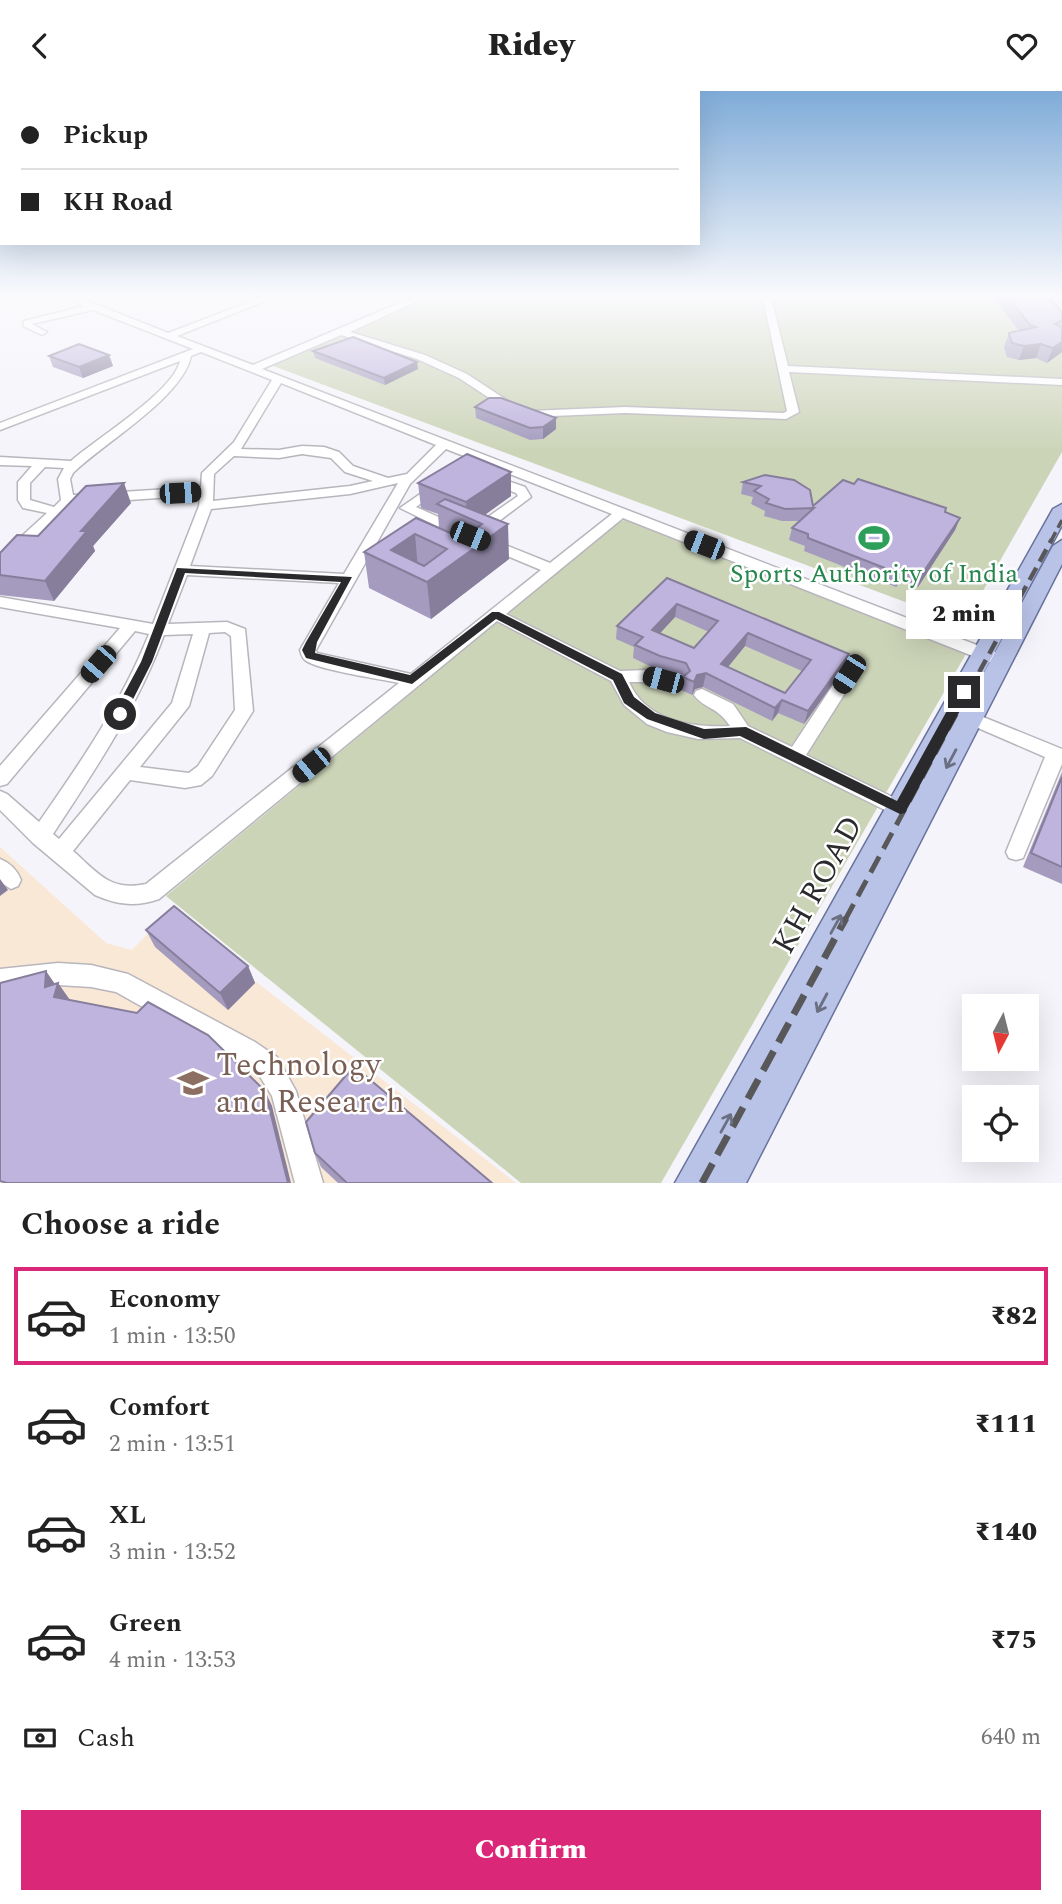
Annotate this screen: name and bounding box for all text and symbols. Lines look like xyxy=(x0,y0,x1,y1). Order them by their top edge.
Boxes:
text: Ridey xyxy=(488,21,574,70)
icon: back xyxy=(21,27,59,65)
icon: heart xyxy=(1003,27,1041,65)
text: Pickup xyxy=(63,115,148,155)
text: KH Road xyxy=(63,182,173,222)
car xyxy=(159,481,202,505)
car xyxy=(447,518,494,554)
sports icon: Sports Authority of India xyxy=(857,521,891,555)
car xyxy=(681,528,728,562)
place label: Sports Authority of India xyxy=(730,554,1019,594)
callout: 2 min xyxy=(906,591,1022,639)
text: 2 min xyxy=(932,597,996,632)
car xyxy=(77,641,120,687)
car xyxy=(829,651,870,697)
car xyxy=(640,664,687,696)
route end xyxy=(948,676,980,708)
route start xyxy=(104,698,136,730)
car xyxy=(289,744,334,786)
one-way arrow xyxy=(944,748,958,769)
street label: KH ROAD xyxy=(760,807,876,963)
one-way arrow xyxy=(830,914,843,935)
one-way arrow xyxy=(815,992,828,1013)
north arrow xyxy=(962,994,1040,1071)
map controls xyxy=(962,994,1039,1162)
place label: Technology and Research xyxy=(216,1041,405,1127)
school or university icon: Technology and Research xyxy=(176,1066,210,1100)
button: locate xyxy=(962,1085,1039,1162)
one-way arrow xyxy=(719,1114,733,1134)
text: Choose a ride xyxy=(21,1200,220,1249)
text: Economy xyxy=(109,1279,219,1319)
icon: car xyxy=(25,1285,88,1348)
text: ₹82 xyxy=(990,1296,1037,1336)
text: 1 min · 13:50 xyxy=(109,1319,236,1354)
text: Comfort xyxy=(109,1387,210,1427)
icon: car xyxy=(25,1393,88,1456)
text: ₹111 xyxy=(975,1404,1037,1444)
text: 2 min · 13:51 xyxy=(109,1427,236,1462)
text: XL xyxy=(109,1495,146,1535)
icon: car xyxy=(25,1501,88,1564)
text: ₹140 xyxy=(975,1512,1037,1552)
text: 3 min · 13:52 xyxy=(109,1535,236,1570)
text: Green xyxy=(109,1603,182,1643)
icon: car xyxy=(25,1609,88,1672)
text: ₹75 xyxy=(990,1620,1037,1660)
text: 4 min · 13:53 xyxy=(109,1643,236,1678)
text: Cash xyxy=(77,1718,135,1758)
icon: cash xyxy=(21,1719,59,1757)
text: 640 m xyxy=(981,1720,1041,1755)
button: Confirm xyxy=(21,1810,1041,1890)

************

=== Goal of the exercise ===
The lines that mention the word "place" should be pulled from the records above.

=== Exercise result ===
place label: Sports Authority of India xyxy=(730,554,1019,594)
place label: Technology and Research xyxy=(216,1041,405,1127)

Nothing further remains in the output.